[Opening Supplied material section]

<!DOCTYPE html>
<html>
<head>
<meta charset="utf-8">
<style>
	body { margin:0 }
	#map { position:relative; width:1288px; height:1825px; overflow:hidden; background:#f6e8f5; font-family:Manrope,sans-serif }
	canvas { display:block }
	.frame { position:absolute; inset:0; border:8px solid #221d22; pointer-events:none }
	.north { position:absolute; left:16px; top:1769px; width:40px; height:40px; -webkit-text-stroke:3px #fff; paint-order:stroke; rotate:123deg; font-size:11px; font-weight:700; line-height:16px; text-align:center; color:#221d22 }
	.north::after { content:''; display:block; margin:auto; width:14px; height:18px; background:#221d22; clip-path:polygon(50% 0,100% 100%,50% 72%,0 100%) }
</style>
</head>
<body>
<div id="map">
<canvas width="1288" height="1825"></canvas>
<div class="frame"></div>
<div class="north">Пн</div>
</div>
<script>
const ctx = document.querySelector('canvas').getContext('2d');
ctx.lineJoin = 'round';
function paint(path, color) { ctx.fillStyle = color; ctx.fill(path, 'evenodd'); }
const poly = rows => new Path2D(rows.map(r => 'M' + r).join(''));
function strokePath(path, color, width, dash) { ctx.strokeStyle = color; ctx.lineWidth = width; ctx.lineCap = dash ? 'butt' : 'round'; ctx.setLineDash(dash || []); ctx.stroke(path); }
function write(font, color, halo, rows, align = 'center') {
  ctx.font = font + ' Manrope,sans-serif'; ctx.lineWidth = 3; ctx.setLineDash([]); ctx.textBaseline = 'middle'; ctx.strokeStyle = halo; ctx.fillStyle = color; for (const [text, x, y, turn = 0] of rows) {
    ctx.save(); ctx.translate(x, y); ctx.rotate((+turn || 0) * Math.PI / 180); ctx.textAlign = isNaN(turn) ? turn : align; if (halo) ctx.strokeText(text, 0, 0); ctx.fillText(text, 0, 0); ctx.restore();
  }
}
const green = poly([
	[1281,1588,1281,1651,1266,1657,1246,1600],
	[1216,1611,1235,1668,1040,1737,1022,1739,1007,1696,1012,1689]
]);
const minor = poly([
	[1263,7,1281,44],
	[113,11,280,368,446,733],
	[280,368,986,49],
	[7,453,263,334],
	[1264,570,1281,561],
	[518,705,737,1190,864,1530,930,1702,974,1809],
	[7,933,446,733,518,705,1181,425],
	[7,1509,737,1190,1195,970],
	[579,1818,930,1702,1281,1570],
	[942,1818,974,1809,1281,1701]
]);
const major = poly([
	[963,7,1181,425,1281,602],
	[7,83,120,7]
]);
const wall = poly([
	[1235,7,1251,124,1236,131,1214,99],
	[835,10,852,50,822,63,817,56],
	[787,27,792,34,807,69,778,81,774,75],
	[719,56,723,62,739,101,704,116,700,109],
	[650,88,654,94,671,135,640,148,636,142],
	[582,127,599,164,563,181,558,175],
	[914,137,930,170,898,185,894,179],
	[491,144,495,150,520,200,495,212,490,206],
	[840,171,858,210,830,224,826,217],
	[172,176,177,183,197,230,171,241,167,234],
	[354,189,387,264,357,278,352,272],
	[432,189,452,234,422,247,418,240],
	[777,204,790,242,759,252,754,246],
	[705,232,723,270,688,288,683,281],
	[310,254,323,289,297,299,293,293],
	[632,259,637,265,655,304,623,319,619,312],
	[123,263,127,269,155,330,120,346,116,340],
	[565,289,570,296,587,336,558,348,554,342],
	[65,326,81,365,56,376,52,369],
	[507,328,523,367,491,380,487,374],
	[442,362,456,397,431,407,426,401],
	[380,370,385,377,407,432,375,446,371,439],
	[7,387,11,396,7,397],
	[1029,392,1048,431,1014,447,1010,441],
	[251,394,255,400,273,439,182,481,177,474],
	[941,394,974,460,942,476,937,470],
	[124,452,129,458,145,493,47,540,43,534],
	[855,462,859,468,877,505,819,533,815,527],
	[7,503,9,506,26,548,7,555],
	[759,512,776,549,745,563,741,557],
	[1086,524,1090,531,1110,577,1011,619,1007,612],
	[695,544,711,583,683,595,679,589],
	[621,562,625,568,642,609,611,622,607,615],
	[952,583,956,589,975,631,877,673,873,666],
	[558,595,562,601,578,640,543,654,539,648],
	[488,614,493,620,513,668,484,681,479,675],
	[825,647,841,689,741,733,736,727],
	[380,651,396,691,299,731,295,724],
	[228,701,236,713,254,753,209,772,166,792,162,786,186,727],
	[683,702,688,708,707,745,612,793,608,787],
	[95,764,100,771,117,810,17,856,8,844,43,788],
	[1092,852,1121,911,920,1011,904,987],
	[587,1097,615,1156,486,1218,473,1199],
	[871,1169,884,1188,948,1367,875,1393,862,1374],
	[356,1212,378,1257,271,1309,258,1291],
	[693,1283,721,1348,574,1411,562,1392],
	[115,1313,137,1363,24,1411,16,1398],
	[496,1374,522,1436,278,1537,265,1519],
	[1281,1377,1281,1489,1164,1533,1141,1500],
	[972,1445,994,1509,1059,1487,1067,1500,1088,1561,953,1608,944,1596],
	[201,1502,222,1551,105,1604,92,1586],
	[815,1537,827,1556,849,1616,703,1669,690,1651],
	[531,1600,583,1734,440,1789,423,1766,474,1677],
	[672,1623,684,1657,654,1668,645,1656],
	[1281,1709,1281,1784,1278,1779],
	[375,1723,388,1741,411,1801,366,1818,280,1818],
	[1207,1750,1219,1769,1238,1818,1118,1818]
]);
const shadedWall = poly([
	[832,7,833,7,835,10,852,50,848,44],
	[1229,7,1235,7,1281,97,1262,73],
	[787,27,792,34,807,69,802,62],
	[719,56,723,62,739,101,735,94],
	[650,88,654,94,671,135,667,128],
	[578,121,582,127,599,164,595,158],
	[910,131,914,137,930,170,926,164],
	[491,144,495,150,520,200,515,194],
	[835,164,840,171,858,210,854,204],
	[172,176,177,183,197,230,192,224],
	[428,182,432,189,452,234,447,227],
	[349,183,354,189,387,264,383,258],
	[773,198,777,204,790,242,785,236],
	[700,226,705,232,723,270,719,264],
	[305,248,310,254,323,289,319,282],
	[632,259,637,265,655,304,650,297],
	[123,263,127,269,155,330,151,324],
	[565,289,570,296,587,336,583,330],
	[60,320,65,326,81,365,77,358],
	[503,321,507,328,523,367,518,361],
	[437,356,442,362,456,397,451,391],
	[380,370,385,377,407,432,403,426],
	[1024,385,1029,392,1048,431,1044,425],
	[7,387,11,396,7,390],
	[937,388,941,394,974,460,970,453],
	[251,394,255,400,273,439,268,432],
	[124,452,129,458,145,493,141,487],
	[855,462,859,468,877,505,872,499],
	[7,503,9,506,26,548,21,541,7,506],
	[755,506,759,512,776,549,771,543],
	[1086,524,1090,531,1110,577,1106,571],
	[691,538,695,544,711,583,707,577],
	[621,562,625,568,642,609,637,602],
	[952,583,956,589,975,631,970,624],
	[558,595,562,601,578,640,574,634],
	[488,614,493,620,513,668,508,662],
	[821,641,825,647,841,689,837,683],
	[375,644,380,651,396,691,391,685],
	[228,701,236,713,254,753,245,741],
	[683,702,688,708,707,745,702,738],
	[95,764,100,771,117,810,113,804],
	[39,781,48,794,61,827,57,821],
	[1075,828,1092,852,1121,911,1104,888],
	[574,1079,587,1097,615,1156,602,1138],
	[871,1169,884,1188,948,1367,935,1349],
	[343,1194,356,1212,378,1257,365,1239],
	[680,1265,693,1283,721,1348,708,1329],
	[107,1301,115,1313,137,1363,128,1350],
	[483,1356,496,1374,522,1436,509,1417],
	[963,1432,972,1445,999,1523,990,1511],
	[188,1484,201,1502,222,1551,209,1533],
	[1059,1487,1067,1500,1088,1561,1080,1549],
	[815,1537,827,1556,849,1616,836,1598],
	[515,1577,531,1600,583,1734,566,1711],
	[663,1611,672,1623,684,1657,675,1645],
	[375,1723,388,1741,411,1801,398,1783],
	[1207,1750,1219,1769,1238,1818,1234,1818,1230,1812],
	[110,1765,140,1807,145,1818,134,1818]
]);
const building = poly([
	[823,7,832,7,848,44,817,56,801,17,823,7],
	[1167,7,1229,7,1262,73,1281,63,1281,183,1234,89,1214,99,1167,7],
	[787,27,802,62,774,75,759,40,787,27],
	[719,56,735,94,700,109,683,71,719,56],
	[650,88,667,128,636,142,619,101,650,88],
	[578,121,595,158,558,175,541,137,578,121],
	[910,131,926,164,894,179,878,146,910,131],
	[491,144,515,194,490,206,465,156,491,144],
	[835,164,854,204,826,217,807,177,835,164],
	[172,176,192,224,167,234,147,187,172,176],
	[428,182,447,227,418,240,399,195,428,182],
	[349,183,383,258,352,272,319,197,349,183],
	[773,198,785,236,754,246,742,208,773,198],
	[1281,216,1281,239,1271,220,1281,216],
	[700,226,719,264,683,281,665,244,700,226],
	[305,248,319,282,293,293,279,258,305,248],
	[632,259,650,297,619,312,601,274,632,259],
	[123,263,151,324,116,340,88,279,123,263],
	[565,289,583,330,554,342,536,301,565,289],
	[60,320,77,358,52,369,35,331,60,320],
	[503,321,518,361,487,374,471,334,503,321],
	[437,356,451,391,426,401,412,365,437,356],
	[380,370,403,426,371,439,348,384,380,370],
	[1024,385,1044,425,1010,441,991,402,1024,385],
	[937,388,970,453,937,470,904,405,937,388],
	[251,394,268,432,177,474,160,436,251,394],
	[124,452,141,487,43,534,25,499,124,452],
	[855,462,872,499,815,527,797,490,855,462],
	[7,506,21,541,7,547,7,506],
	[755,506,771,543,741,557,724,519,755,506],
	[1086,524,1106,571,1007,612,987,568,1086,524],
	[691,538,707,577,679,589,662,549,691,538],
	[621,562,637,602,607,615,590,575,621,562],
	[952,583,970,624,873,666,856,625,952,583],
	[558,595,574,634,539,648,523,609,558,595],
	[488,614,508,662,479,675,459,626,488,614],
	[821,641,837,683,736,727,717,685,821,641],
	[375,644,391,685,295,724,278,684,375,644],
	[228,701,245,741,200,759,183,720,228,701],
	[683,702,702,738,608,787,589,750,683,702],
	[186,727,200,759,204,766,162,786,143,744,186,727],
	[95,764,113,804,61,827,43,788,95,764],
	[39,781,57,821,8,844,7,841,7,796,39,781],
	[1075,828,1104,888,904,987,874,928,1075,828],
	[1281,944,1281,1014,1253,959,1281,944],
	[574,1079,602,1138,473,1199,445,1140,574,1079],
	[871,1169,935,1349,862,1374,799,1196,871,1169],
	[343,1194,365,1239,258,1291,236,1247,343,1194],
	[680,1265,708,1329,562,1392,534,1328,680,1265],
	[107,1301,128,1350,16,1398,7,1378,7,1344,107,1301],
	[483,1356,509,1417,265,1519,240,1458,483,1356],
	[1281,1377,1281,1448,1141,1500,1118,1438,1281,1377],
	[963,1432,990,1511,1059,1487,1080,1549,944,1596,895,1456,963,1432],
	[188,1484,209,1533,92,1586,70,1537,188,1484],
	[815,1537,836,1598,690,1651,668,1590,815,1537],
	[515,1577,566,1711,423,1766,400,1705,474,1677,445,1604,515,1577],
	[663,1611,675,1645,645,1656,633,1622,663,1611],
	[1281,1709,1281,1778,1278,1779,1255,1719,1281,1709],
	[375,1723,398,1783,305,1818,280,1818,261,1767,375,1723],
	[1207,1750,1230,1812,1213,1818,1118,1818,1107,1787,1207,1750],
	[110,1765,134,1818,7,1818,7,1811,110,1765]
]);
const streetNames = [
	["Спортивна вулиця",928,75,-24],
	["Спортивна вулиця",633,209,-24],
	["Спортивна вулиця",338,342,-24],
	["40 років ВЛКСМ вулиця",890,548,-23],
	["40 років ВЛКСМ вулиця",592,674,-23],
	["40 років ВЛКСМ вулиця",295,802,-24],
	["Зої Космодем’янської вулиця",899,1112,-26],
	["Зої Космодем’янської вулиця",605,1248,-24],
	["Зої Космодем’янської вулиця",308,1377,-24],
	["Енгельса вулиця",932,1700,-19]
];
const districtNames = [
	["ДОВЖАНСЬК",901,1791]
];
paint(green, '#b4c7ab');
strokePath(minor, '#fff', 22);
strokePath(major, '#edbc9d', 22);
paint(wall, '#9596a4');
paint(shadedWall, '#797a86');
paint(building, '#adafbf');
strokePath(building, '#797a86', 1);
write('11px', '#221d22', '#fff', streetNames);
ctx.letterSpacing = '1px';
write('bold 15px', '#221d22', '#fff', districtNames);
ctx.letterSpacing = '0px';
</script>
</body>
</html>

[Closing Supplied material section]

■ About this exercise: Search the listing above for lines containing "canvas", and copy them.

■ Expected answer:
	canvas { display:block }
<canvas width="1288" height="1825"></canvas>
const ctx = document.querySelector('canvas').getContext('2d');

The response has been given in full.